[Stored items]
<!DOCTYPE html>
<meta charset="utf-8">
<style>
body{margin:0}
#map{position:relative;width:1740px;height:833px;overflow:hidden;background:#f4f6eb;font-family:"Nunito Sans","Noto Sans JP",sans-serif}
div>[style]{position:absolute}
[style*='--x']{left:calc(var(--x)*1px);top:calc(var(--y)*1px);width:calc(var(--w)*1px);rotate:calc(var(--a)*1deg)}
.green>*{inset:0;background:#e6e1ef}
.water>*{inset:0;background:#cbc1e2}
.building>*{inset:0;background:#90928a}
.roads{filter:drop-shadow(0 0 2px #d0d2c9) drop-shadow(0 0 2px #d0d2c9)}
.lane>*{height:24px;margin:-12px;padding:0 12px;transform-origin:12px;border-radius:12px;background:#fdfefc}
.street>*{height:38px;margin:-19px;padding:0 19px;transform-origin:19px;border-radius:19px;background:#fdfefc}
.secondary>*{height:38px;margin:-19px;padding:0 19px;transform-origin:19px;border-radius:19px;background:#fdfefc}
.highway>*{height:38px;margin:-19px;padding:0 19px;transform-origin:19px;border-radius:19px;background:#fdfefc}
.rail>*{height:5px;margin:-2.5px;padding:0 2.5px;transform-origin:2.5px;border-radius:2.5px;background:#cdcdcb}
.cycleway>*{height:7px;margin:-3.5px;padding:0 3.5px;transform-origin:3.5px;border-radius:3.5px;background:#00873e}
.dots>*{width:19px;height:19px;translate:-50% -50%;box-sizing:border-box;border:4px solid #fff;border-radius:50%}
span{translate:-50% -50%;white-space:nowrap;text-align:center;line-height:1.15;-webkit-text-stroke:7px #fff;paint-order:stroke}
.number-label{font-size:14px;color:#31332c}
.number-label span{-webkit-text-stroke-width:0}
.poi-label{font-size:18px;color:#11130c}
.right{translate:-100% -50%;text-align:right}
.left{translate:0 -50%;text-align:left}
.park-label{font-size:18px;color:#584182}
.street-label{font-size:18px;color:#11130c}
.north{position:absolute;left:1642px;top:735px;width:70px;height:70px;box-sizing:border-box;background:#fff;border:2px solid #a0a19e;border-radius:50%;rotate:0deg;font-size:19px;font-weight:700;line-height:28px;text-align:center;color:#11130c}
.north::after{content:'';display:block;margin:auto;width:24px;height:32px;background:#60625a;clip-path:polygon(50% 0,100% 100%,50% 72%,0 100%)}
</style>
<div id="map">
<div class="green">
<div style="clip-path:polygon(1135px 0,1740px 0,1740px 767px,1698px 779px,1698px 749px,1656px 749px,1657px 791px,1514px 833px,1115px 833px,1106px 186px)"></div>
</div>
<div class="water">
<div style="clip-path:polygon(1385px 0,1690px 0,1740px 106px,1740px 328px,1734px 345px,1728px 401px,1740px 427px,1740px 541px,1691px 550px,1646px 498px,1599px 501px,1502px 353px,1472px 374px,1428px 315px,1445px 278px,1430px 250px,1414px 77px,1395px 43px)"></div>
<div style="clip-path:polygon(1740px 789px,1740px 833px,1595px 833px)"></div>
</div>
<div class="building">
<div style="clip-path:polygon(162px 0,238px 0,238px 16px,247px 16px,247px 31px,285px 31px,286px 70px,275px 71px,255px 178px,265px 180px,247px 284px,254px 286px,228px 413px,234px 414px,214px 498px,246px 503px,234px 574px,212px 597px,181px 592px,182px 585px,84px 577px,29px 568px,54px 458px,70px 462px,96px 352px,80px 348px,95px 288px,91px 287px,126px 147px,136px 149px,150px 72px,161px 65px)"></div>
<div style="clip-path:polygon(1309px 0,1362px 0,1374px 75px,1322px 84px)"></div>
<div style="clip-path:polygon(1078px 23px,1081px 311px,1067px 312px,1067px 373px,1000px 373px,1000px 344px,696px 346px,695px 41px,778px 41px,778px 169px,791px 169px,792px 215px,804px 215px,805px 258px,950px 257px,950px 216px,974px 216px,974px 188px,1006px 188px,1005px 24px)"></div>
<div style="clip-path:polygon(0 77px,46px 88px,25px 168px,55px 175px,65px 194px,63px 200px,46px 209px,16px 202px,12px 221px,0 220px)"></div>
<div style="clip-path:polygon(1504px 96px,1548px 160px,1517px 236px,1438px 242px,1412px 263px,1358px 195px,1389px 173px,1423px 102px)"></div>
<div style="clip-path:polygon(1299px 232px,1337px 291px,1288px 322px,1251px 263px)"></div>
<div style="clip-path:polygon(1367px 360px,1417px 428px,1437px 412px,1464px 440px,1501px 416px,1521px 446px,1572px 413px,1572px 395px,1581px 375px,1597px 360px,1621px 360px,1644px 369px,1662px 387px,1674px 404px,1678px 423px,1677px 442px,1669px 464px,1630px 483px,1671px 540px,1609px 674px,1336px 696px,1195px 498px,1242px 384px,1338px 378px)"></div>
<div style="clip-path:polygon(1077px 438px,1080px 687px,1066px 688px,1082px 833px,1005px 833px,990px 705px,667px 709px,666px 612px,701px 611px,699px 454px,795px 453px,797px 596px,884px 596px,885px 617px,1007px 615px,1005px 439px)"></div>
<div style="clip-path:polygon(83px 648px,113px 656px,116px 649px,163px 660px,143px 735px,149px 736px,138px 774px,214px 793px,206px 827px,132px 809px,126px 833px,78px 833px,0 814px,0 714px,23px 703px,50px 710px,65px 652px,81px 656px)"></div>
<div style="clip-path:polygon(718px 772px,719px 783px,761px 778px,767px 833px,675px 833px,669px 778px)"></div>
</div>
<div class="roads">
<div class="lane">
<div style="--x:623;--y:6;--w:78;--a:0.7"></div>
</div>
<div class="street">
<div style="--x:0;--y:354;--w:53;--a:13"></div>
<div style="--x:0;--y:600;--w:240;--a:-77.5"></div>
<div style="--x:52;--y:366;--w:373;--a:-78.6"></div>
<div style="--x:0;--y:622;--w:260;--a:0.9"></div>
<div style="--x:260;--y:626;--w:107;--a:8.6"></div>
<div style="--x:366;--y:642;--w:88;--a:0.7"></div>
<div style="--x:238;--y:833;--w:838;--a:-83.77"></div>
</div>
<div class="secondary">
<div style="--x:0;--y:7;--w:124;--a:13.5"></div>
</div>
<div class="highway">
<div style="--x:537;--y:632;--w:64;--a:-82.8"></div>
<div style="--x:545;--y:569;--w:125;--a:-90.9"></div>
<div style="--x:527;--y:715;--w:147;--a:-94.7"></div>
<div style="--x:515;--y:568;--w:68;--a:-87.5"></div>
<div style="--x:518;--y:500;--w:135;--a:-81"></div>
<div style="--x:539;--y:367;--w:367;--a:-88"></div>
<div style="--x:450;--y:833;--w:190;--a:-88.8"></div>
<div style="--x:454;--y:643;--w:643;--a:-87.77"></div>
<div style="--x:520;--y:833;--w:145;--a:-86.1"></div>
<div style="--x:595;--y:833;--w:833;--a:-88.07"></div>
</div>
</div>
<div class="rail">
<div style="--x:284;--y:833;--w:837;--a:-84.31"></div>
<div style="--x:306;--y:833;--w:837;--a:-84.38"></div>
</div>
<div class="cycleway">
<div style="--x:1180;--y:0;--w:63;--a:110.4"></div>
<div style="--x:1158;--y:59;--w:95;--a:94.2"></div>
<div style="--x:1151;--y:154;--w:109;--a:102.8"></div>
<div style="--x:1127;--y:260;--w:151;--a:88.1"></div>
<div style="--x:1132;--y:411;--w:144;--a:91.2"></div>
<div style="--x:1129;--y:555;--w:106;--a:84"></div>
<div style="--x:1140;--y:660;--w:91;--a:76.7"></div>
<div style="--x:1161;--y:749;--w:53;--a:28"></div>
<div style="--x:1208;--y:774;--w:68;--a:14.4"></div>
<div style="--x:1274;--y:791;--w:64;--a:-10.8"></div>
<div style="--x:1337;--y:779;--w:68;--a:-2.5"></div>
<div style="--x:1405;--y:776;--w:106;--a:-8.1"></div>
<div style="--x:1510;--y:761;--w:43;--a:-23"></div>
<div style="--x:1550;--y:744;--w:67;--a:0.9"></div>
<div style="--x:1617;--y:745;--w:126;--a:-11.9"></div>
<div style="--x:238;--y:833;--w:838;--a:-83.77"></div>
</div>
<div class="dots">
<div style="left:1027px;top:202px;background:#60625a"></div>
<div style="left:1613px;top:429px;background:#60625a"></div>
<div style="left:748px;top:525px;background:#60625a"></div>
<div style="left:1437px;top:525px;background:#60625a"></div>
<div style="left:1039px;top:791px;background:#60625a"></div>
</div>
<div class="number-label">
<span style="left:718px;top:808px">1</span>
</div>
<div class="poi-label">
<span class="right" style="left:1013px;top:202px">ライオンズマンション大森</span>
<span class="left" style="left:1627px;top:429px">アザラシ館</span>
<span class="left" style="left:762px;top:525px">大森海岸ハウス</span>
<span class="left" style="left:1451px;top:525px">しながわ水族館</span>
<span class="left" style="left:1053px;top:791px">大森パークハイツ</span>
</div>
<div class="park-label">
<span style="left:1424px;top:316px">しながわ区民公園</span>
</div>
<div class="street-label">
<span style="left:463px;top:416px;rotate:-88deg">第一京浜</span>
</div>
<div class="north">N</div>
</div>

## Exercise prompt
Of all the lines in the entries, count those with the string "font", and report only that number.

## Task response
6